**PROBLEM DETAILS**
Report all lines below with the word "park".

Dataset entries
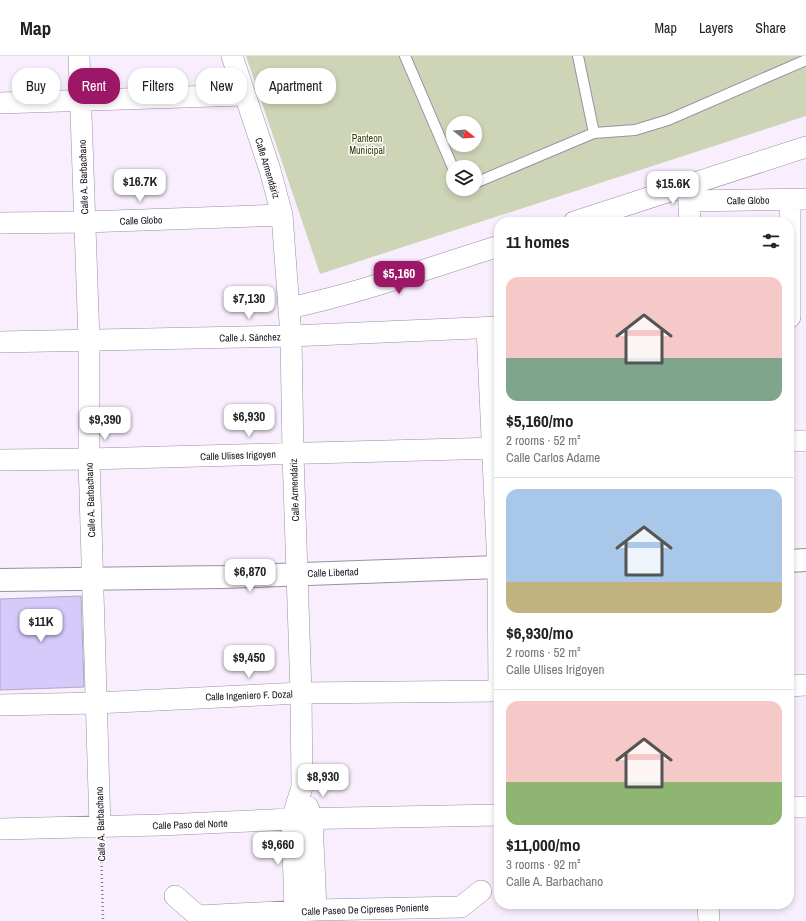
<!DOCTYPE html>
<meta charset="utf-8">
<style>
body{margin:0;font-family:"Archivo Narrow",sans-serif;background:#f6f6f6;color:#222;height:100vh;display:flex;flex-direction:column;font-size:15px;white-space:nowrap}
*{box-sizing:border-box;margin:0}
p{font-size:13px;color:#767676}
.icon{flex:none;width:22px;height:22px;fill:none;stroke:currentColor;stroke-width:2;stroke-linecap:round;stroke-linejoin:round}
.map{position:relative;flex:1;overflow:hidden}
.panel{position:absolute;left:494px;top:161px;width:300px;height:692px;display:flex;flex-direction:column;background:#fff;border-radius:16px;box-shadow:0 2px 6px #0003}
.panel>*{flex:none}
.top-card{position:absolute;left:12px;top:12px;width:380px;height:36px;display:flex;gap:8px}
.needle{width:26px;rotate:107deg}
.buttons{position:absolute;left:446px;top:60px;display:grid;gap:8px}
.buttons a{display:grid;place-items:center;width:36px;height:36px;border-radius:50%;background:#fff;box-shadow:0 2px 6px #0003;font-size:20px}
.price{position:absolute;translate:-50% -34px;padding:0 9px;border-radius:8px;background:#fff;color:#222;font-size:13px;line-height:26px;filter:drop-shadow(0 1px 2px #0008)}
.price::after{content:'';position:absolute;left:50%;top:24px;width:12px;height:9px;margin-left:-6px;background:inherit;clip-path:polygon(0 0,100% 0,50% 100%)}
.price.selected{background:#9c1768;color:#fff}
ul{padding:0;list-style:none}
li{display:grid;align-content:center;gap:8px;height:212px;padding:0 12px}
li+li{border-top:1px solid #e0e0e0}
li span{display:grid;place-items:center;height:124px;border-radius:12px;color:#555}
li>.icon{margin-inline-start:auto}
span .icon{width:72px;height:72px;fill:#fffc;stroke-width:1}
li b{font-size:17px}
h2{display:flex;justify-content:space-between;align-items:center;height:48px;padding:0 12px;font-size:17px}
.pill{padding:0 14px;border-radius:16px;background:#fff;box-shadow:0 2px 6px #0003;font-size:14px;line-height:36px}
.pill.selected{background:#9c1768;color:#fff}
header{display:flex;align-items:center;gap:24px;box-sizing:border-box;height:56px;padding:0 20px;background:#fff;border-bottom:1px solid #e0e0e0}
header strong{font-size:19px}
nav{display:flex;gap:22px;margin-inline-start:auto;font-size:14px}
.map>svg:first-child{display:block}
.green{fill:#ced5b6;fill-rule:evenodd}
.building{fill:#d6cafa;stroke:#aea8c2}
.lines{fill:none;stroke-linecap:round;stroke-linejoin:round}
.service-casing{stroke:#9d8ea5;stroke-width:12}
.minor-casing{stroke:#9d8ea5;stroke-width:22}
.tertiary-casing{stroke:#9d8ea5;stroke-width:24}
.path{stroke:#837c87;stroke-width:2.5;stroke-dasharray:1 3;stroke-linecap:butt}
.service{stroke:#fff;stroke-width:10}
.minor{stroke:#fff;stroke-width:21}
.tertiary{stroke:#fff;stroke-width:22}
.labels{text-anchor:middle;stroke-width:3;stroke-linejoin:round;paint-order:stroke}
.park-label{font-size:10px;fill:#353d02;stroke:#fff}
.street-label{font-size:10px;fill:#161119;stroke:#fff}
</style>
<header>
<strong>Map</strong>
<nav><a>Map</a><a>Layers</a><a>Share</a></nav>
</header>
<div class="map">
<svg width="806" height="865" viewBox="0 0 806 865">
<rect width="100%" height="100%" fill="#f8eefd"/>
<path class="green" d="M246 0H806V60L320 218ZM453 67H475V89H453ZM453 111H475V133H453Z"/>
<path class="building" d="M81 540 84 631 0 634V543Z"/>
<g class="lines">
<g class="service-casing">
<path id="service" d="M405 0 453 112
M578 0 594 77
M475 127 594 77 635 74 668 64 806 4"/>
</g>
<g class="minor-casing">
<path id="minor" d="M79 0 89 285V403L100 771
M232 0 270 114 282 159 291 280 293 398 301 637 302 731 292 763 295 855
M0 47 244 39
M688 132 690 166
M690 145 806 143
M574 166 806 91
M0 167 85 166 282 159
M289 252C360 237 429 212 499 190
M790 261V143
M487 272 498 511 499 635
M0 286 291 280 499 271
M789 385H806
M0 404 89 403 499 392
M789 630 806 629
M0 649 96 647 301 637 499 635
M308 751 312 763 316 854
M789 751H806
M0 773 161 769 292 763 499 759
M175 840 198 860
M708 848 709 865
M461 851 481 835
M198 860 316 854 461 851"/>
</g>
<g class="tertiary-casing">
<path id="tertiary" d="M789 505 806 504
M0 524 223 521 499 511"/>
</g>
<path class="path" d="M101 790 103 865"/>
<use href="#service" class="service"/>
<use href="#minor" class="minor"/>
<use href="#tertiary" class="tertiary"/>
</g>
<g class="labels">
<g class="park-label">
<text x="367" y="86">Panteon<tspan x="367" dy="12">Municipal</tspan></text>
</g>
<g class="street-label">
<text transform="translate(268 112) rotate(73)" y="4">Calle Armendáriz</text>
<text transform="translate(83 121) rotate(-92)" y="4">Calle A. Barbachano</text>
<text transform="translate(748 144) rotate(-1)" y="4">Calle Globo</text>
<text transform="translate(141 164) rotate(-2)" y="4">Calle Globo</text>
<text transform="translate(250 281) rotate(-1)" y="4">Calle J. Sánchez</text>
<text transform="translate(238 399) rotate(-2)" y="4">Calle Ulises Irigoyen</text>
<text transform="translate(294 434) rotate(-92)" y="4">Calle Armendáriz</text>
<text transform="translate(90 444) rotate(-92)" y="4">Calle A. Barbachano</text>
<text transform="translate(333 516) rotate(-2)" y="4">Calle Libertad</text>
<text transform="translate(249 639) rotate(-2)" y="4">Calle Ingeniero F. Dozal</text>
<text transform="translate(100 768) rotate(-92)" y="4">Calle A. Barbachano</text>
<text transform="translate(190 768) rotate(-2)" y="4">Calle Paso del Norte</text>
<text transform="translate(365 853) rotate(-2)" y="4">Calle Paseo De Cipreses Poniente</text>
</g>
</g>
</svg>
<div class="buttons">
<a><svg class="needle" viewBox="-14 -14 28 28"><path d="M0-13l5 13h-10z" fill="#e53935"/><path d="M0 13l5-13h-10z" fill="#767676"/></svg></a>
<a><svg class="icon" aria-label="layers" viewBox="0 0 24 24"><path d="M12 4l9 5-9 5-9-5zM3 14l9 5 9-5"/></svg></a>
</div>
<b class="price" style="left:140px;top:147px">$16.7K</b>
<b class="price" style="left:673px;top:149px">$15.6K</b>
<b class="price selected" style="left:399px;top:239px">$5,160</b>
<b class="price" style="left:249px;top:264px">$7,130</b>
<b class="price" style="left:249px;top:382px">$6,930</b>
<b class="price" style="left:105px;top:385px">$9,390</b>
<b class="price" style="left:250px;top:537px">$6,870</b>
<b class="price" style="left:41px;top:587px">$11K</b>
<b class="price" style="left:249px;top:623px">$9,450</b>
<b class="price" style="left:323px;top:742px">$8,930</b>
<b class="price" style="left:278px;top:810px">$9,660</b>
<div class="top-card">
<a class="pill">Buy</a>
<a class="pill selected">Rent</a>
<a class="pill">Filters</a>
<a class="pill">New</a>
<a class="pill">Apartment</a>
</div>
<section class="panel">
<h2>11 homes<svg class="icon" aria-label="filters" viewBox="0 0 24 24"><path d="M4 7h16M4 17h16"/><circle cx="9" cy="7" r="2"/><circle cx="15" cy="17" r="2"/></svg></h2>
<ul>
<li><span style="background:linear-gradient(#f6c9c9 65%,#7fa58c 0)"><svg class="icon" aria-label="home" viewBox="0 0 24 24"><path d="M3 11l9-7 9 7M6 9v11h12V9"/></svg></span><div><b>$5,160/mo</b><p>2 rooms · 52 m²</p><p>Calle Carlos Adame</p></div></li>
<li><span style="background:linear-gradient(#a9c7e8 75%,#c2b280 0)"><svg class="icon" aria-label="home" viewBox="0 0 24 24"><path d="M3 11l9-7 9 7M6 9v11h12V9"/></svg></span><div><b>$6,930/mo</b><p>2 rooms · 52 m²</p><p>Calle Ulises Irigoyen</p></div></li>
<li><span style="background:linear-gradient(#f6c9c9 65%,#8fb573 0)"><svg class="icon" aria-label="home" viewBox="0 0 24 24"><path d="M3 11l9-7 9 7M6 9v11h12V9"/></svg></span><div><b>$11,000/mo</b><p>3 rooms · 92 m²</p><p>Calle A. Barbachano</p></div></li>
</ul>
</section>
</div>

**EXERCISE OUTPUT**
.park-label{font-size:10px;fill:#353d02;stroke:#fff}
<g class="park-label">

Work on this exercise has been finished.